Facing stricter fuel economy standards, BMW and Mercedes-Benz are considering bringing four-cylinder engines back to the United States.
BMW stopped offering four cylinders in 1999 when its 318ti hatchback flopped. Mercedes-Benz had four-cylinder engines on the 2005 C230 and SLK230 but dropped them in favor of six-cylinder models.
BMW of North America is considering a twin-turbocharged, direct-injection four-cylinder gasoline engine for U.S. vehicles, said CEO Jim O'Donnell.
"The plans will be firmed up when we have definite news from Washington on what the fuel standards are going to be," he said.
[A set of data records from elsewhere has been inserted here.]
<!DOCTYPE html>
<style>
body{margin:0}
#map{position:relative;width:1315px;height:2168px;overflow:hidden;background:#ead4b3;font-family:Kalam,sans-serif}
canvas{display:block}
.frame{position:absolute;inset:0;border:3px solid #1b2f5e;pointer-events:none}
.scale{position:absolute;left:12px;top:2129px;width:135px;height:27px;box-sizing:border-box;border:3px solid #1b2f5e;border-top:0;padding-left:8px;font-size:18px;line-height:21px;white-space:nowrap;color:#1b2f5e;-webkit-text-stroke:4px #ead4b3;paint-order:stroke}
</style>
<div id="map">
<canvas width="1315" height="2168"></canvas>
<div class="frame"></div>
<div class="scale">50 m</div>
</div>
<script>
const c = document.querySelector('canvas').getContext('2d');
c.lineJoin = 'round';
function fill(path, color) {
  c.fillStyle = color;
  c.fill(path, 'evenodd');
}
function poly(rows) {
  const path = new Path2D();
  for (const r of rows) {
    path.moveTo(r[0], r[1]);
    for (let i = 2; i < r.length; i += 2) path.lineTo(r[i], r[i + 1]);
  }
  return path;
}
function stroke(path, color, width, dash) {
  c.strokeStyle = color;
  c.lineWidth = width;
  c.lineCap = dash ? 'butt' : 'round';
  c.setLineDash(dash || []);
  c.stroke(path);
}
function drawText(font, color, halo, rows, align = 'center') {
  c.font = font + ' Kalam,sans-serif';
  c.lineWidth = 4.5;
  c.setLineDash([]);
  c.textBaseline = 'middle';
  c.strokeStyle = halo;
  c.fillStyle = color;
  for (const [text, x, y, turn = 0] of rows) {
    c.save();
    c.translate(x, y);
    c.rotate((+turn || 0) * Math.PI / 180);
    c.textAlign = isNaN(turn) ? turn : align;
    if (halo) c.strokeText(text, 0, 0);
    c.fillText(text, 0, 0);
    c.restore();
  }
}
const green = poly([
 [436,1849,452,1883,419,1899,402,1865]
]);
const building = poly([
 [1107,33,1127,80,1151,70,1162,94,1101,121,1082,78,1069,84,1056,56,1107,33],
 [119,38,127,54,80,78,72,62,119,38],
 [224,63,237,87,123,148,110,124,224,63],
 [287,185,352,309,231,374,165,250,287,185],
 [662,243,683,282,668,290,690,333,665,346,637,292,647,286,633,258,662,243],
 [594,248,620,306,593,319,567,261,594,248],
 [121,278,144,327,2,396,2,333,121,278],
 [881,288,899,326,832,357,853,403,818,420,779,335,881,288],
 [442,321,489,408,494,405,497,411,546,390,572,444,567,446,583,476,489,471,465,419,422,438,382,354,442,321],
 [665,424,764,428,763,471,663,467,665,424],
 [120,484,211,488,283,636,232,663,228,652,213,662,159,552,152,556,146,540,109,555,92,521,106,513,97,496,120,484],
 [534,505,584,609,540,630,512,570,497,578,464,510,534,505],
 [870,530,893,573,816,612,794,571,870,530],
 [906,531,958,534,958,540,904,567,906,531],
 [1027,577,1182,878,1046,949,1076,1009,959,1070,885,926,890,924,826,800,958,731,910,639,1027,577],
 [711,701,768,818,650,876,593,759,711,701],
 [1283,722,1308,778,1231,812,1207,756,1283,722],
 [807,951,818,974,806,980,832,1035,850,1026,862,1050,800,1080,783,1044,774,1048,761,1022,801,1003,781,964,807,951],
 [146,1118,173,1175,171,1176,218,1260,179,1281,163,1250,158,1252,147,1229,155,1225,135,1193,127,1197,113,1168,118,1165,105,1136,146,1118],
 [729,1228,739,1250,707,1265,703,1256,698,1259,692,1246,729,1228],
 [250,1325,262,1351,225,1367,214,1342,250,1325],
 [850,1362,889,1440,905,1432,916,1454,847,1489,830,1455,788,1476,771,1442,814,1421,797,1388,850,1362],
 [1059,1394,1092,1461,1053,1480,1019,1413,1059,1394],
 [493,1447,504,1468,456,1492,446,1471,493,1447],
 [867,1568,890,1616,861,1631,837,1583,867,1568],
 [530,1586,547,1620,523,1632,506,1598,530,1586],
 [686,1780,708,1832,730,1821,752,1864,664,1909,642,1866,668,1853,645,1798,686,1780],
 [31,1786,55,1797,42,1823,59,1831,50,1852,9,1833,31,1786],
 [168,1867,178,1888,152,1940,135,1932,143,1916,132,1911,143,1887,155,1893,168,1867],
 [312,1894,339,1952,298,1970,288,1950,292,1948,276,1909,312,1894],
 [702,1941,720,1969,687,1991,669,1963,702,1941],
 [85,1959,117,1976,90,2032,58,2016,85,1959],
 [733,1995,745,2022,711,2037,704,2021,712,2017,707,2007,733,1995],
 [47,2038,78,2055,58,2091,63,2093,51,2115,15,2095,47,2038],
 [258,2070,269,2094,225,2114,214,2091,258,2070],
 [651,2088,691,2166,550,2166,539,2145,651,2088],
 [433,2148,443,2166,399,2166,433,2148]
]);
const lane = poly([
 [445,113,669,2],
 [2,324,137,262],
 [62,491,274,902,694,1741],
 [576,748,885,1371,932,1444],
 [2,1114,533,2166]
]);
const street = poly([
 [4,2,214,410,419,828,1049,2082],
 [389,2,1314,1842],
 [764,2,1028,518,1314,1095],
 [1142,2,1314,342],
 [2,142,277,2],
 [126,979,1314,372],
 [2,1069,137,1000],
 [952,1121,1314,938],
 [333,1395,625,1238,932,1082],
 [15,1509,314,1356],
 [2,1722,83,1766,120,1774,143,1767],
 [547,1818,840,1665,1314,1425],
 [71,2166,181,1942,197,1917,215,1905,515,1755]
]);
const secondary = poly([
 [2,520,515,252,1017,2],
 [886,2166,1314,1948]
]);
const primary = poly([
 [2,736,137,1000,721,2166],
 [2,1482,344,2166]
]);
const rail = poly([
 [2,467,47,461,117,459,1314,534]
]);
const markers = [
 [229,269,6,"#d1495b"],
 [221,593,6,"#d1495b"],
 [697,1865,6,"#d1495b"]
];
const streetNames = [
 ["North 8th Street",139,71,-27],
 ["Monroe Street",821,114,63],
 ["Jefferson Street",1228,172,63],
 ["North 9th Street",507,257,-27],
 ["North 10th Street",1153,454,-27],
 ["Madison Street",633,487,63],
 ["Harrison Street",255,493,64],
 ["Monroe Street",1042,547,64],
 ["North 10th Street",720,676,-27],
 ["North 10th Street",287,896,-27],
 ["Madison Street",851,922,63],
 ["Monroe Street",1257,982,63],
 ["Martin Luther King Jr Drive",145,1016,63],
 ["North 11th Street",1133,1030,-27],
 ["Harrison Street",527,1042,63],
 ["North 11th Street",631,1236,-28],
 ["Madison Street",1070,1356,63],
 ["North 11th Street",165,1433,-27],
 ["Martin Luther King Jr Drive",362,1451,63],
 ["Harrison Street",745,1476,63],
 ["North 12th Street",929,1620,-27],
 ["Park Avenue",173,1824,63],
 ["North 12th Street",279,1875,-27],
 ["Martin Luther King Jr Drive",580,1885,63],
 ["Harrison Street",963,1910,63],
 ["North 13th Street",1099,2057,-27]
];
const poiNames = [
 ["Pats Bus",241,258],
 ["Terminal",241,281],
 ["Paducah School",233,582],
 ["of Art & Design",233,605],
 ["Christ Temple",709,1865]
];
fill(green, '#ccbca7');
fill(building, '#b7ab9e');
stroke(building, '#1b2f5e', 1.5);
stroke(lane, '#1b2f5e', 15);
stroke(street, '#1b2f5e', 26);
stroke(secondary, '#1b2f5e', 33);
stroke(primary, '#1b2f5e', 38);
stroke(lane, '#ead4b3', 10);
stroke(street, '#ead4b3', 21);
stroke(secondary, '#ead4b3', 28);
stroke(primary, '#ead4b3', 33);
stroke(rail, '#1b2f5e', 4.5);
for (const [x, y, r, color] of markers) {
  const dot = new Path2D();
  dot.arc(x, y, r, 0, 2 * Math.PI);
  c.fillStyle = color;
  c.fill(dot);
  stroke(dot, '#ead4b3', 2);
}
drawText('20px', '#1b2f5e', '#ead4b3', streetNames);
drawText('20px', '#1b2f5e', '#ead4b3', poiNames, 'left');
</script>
O'Donnell said the engine could be used in 1- and 3-series cars and the X1 and X3 crossovers. BMW is designing the four-cylinder to have as much power as its current inline six-cylinder family, but with better fuel economy and lower emissions, he said.
One potential snag: the four-cylinder costs more to build than the six-cylinder family, and BMW would pass along that cost to consumers. O'Donnell said buyers may not be willing to pay more for advanced technology.
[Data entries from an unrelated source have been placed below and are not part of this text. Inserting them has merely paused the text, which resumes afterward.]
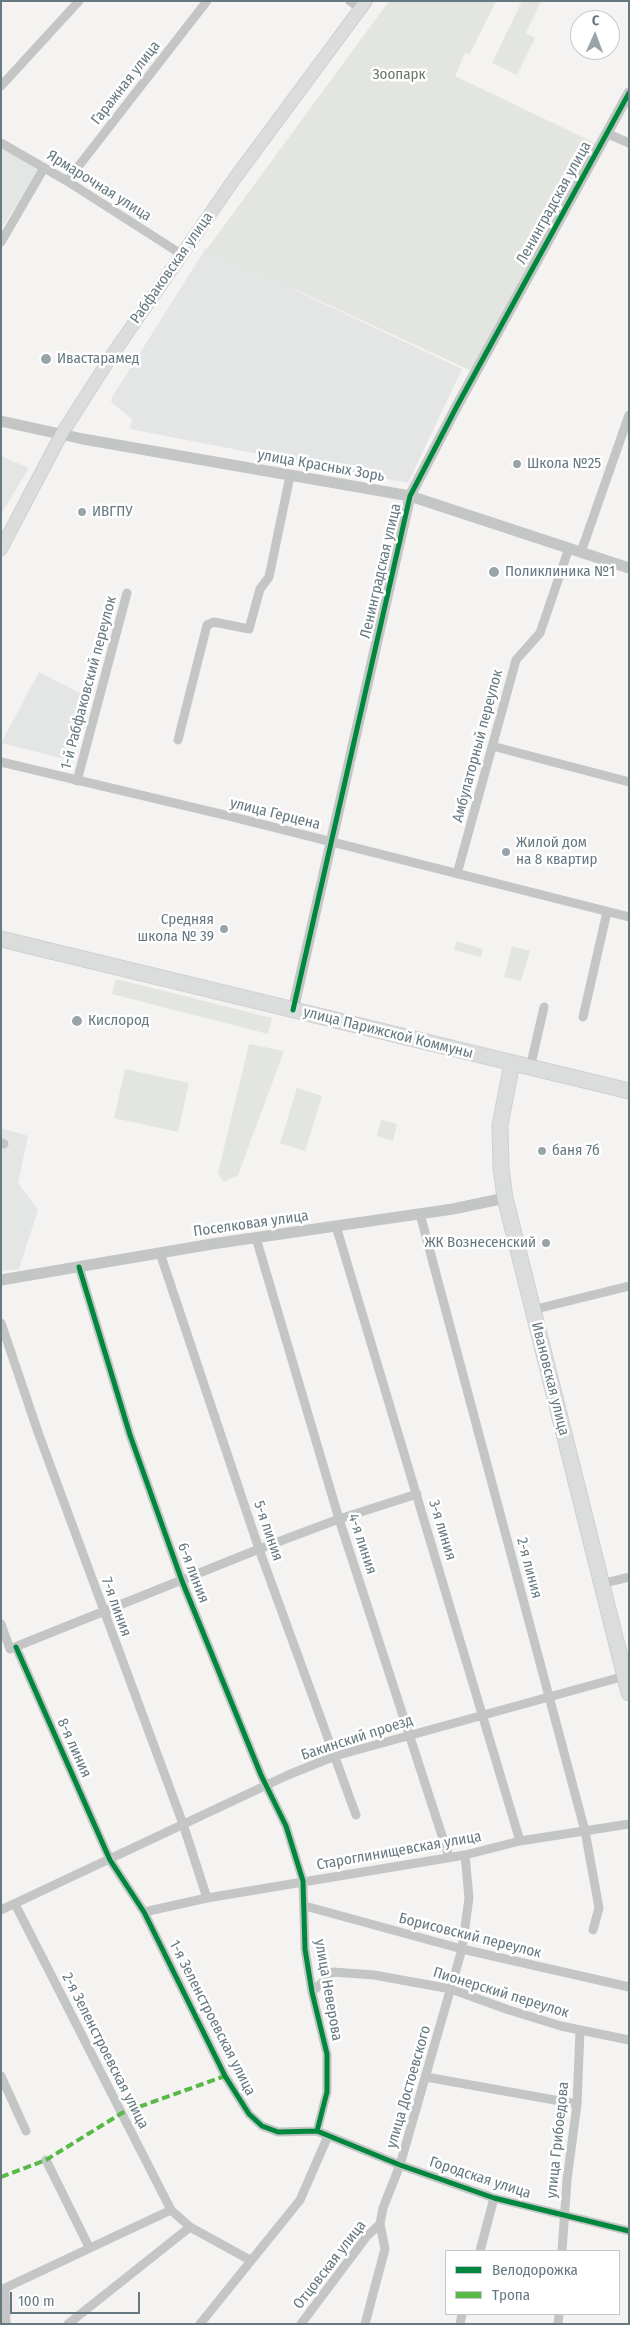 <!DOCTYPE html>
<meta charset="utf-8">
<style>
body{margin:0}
#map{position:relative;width:630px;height:2325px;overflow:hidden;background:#f4f3f2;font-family:"Fira Sans Condensed",sans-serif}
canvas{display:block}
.frame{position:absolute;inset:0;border:2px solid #667981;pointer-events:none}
.legend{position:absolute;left:445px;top:2250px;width:175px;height:65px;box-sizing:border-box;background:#fff;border:1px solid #c2c9cd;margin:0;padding:6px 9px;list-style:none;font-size:15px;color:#667981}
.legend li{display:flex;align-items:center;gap:10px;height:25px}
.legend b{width:25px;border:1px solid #c2c9cd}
.north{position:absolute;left:570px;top:10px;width:50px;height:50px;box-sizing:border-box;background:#fff;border:1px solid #c2c9cd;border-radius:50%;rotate:2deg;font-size:14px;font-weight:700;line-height:20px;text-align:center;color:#667981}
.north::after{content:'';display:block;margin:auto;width:18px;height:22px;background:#98a4a9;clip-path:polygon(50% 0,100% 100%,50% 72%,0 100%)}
.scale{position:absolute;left:10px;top:2292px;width:130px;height:22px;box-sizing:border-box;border:2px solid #667981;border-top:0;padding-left:6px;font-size:15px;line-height:18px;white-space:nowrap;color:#667981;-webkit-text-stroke:4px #fff;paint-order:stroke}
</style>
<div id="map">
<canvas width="630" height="2325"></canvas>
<div class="frame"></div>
<ul class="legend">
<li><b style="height:6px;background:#00873e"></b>Велодорожка</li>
<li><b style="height:6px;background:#58b947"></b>Тропа</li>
</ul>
<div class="north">С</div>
<div class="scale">100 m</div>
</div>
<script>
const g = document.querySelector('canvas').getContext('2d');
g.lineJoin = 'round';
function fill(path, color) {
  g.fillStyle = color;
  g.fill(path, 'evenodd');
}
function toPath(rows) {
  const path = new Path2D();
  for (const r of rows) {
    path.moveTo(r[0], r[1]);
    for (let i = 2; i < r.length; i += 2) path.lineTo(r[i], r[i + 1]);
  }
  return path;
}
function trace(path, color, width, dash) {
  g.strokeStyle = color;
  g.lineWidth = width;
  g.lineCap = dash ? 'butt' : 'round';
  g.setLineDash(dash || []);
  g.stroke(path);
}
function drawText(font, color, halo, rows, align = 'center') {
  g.font = font + ' "Fira Sans Condensed",sans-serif';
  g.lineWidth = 5;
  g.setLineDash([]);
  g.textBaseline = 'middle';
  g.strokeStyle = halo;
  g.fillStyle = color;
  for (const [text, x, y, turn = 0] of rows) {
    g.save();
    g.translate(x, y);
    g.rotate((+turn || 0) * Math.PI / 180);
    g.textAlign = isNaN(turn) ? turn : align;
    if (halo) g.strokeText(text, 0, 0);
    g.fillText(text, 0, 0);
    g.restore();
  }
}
fill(toPath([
 [1,147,39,170,1,229],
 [206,248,462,369,408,483,130,429,132,419,111,402,112,397],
 [1,456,29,468,1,514],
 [39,672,90,698,73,761,1,743],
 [1,1128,28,1136,18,1183,38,1210,19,1269,1,1271]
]), '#e4e5e5');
fill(toPath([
 [389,1,496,1,470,54,465,53,455,76,601,146,476,373,303,293,204,253],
 [522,1,541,1,526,33,535,38,517,75,492,63],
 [456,941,483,949,481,957,454,950],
 [512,946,530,951,521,981,504,977],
 [116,979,272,1018,268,1034,112,994],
 [249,1044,284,1051,238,1175,224,1182,218,1173],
 [125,1069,189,1083,178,1132,114,1118],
 [297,1088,322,1096,305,1151,280,1143],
 [381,1120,397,1124,393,1141,377,1136]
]), '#e3e5e0');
const secondary = toPath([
 [1,549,61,435,112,355,235,178,366,1]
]);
const primary = toPath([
 [1,939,629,1091],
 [512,1063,500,1125,501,1168,505,1198,629,1693]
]);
trace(secondary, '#cfd0d0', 14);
trace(primary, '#d0d0d0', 17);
trace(toPath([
 [350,1,361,9],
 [1,86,79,1],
 [606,133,629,143],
 [1,143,67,181,181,254],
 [67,181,207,1],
 [1,242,44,168],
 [581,552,629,415],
 [178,740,207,625,214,622,249,629,260,589,269,577,290,476],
 [492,746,629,782],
 [1,762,229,816,629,917],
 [77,781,127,593],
 [457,874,516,660,540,633,569,548],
 [583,1017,607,912],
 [530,1068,544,1007],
 [1,1143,4,1144],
 [420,1214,585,1831,599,1908,593,1930],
 [336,1226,520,1841],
 [256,1238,339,1519,449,1857],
 [160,1253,259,1549,356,1815],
 [79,1267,130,1435,182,1581,261,1775,286,1826,303,1881,305,1949,312,1992,327,2054,327,2092,317,2131],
 [532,1310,629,1286],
 [1,1323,39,1435,183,1824,207,1898],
 [601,1584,629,1577],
 [1,1624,10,1649,259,1549,339,1519,417,1494],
 [16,1647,110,1860,144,1912,225,2076,249,2114,262,2126,278,2132,317,2131,400,2165,494,2198,629,2231],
 [15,1904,171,2210,190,2227,250,2260],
 [305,1906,462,1949,629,1987],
 [1,1910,288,1775,335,1756,625,1676],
 [144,1912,207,1898,465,1855,520,1841,629,1824],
 [312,1992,333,1972,374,1975,451,1989,506,2009,561,2026,629,2040],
 [1,2076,26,2131],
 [426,2077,577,2104],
 [46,2160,89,2247],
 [480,2251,494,2198],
 [562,2251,567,2180,577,2104,580,2031],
 [6,2324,5,2288,171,2210],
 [68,2324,190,2227],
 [200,2324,300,2200,328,2136],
 [301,2324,367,2236,380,2224],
 [365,2324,385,2249,380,2224,383,2208,400,2165,462,1949,469,1898,465,1855],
 [460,2324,462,2314],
 [558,2324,559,2314]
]), '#c4c6c6', 9);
trace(toPath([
 [1,421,83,439,410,496,629,568],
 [293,1010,410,496,457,406,629,93],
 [1,1280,212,1244,453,1209,505,1198]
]), '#c4c6c6', 11);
trace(secondary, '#dbdcdc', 12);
trace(primary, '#dbdcdc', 15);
trace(toPath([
 [1,2177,46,2160,122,2113,225,2076]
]), '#58b947', 4, [8, 4]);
trace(toPath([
 [293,1010,410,496,457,406,629,93],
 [79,1267,130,1435,182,1581,261,1775,286,1826,303,1881,305,1949,312,1992,327,2054,327,2092,317,2131],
 [16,1647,110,1860,144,1912,225,2076,249,2114,262,2126,278,2132,317,2131,400,2165,494,2198,629,2231]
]), '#00873e', 5);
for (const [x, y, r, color] of [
 [46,359,6,"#98a4a9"],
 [517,464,5,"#98a4a9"],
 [82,512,5,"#98a4a9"],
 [494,572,6,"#98a4a9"],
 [506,852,5,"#98a4a9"],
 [224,929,5,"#98a4a9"],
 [77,1021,6,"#98a4a9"],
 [542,1151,5,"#98a4a9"],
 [546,1243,5,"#98a4a9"]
]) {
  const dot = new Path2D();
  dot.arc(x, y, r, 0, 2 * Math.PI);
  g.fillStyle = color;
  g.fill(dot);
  trace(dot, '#fff', 2);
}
drawText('15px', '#6b7864', '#fff', [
 ["Зоопарк",399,75]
]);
drawText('15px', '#667981', '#fff', [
 ["Гаражная улица",126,83,-52],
 ["Ярмарочная улица",99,186,32],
 ["Ленинградская улица",554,203,-61],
 ["Рабфаковская улица",172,268,-55],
 ["улица Красных Зорь",321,466,10],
 ["Ленинградская улица",381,571,-77],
 ["1-й Рабфаковский переулок",89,683,-75],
 ["Амбулаторный переулок",478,746,-75],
 ["улица Герцена",275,814,14],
 ["улица Парижской Коммуны",388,1033,14],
 ["Поселковая улица",251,1224,-8],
 ["Ивановская улица",550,1379,76],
 ["3-я линия",442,1530,73],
 ["5-я линия",268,1531,71],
 ["4-я линия",362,1544,72],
 ["2-я линия",529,1568,75],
 ["6-я линия",193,1573,69],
 ["7-я линия",116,1607,70],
 ["Бакинский проезд",357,1738,-18],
 ["8-я линия",74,1748,66],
 ["Староглинищевская улица",399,1851,-10],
 ["Борисовский переулок",470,1936,14],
 ["улица Неверова",328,1990,80],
 ["Пионерский переулок",501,1993,17],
 ["1-я Зеленстроевская улица",212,2018,63],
 ["2-я Зеленстроевская улица",105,2051,63],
 ["улица Достоевского",409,2087,-74],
 ["улица Грибоедова",558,2140,-84],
 ["Городская улица",480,2178,18],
 ["Отцовская улица",330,2265,-52]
]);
drawText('15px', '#667981', '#fff', [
 ["Ивастарамед",57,359],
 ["Школа №25",527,464],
 ["ИВГПУ",92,512],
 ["Поликлиника №1",505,572],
 ["Жилой дом",516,843],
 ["на 8 квартир",516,860],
 ["Средняя",214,920,"right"],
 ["школа № 39",214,937,"right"],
 ["Кислород",88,1021],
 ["баня 7б",552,1151],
 ["ЖК Вознесенский",536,1243,"right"]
], 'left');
</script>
Mercedes-Benz is deciding whether to offer the four-cylinder diesel from the E250 Bluetec concept at the New York auto show this month.
The show car, based on the new E-class sedan, has a 2.2-liter four-cylinder diesel with 204 hp and a fuel economy rating of nearly 40 mpg on the highway.
Ernst Lieb, CEO of Mercedes-Benz USA, said the E class may not be the right car for the engine in the United States. But, he said, it is well-suited for the C-class sedan and GLK compact SUV and could be used in the current generation of both vehicles.